La sala de profesores olía a café fuerte y a cansancio. Nina Petrovna, una enfermera cercana a la jubilación con una expresión siempre severa, estaba sentada a la mesa, removiendo el azúcar de su taza con una cuchara. Parecía como si cada arruga de su rostro reflejara décadas de servicio, interminables turnos de noche y horas sin dormir en quirófanos. Suspiró y dijo en voz baja:
“Diez años en cirugía, y nunca había visto algo así… Un médico trabajando con un niño”.
La joven Svetlana, recién salida de la escuela, miró con compasión a su colega.
“Entonces, ¿adónde más puede ir, Nina Petrovna? Anna… bueno… se fue. Empacó sus cosas y se fue. Dicen que va a ver a alguien más. Y Dashenka se quedó sola. Igor Sergeyevich está simplemente desgarrado”.
La enfermera jefa rió entre dientes, pero su voz denotaba más amargura comprensiva que condena.
“Está desgarrado”, dijo. “Es un talento divino, tiene manos de oro, pero la vida es así. Lleva una semana con su hija. Al menos la niña está tranquila, se sienta tranquila, sin molestar a nadie.”

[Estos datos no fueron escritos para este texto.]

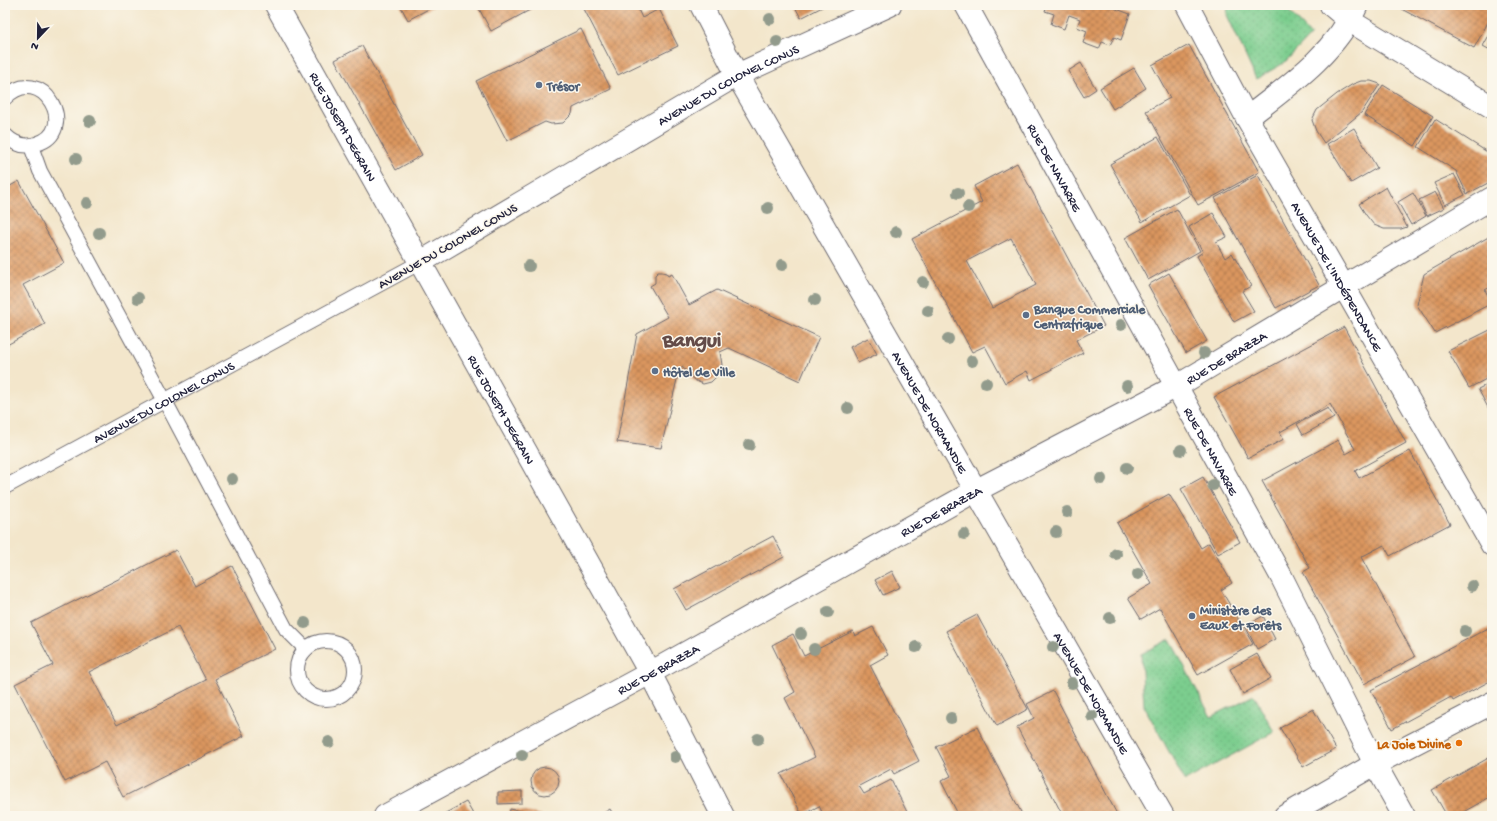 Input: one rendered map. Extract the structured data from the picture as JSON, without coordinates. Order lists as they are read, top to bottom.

Ambos guardaron silencio, pensando en el cirujano, Igor Sergeyevich. Todo el hospital conocía su nombre. Sobre todo después de que aceptara un caso que parecía casi desesperado: una paciente de la Sala 7, Margarita, una mujer cuya vida pendía de un hilo tras un brutal ataque.

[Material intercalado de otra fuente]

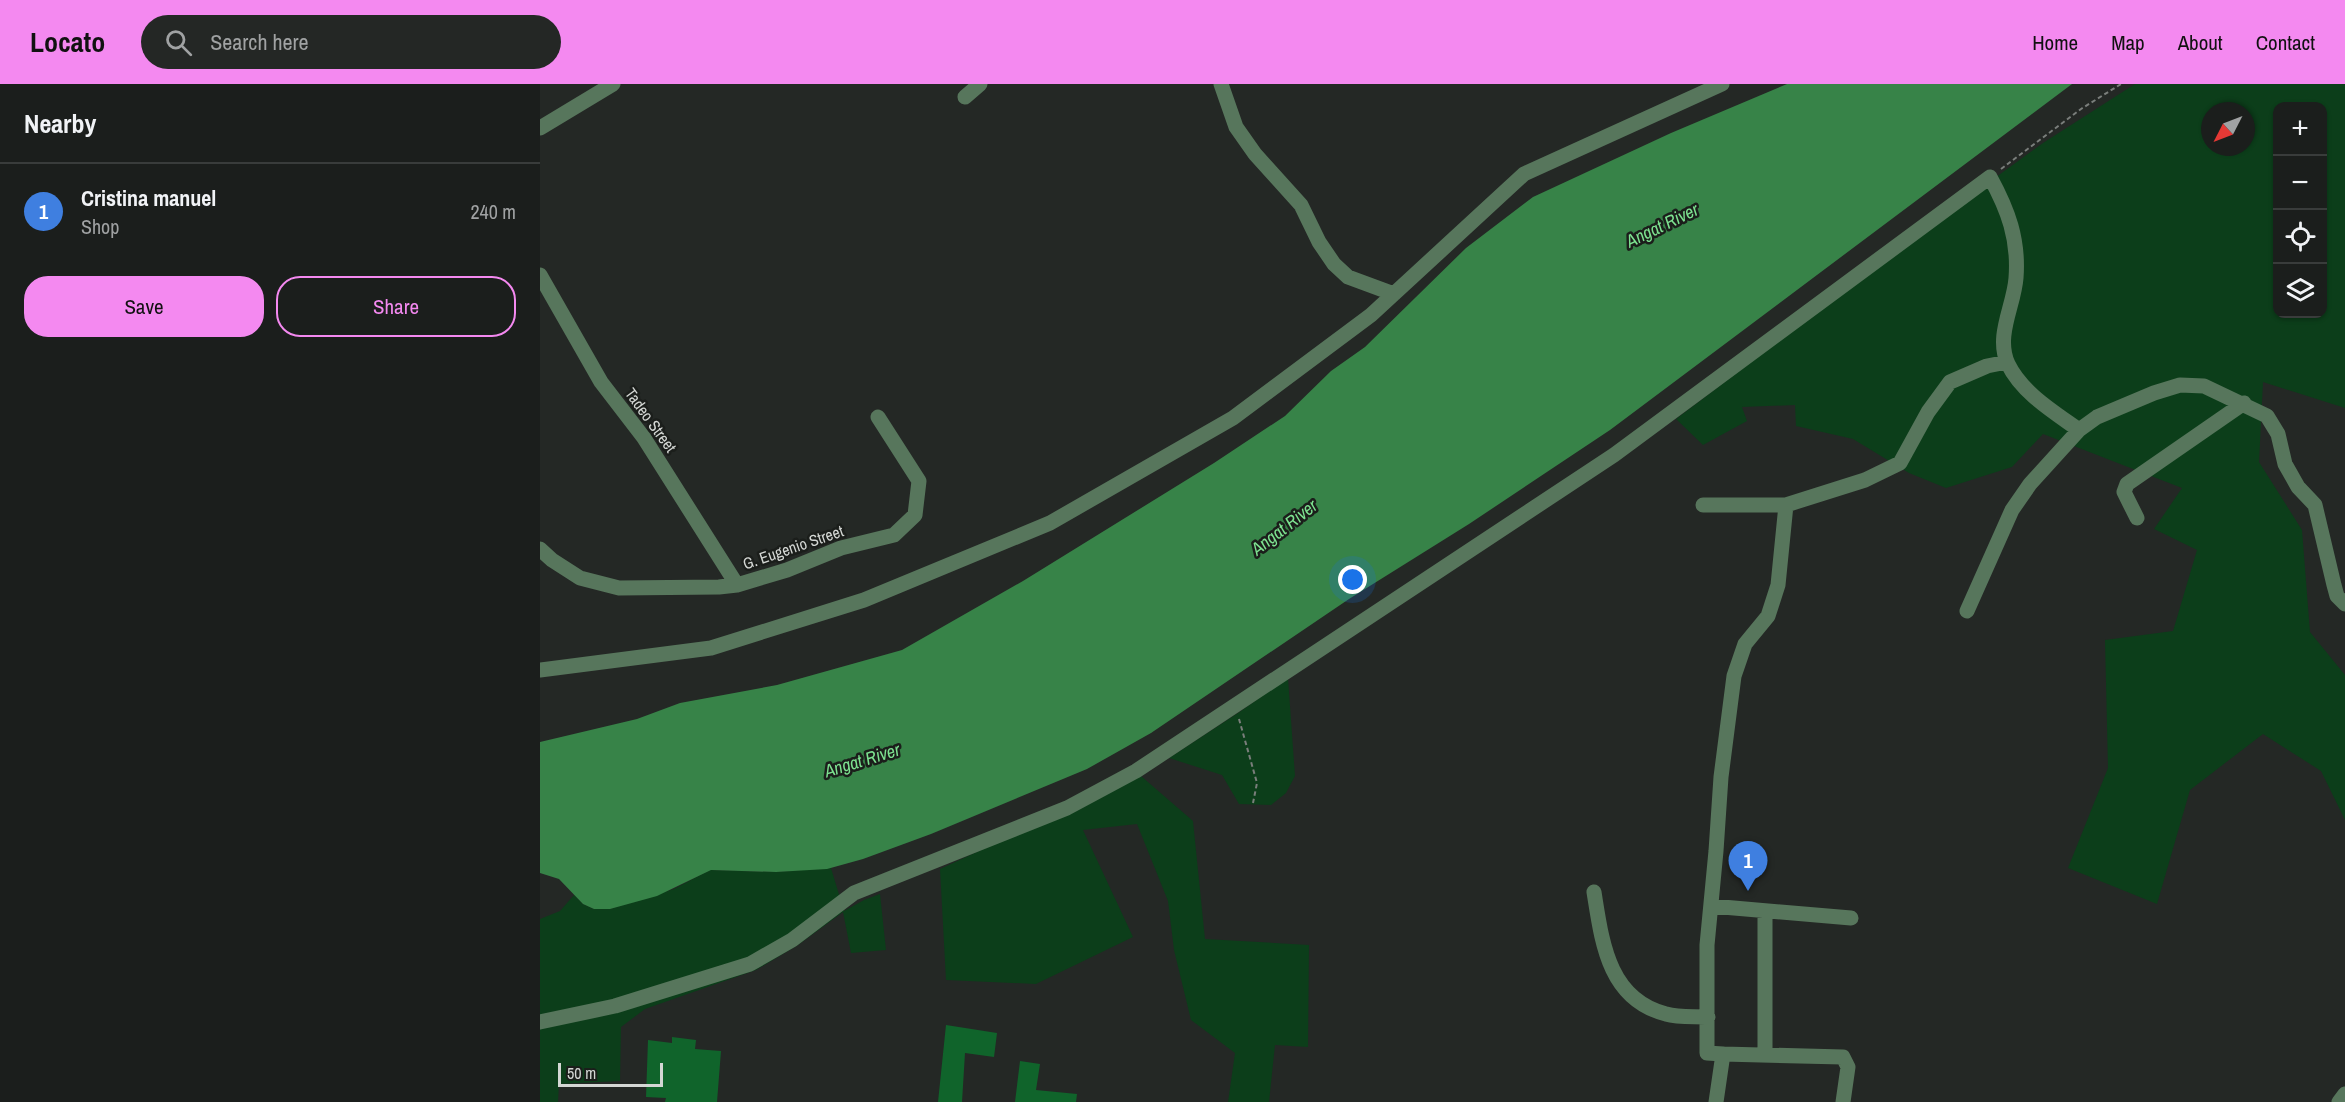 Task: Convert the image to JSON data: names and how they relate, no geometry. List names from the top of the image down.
{
  "streets": {
    "street": ["Tadeo Street", "G. Eugenio Street"]
  },
  "crossings": [
    ["Tadeo Street", "G. Eugenio Street"]
  ],
  "water": ["Angat River"],
  "scale_bar": "50 m",
  "north": "bottom left",
  "page": {
    "header": "Locato",
    "search": "Search here",
    "nav": [
      "Home",
      "Map",
      "About",
      "Contact"
    ],
    "heading": "Nearby",
    "map_buttons": ["+", "−"],
    "list": [
      {
        "mark": "1",
        "name": "Cristina manuel",
        "note": "Shop",
        "value": "240 m"
      }
    ],
    "buttons": ["Save", "Share"],
    "pins": "1",
    "scale": "50 m"
  }
}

“¿Y cómo está la millonaria?”, preguntó Sveta en voz baja.
“La misma historia de siempre. Estable, grave. Margarita… Un nombre precioso. Y dicen que es una mujer imponente. Después del ataque, la ingresaron, nuestras figuras se dieron por vencidas, pero Sergeyevich se aferró a ella. La salvó. Ahora no se separa de su lado, aún con la esperanza de que salga del coma.”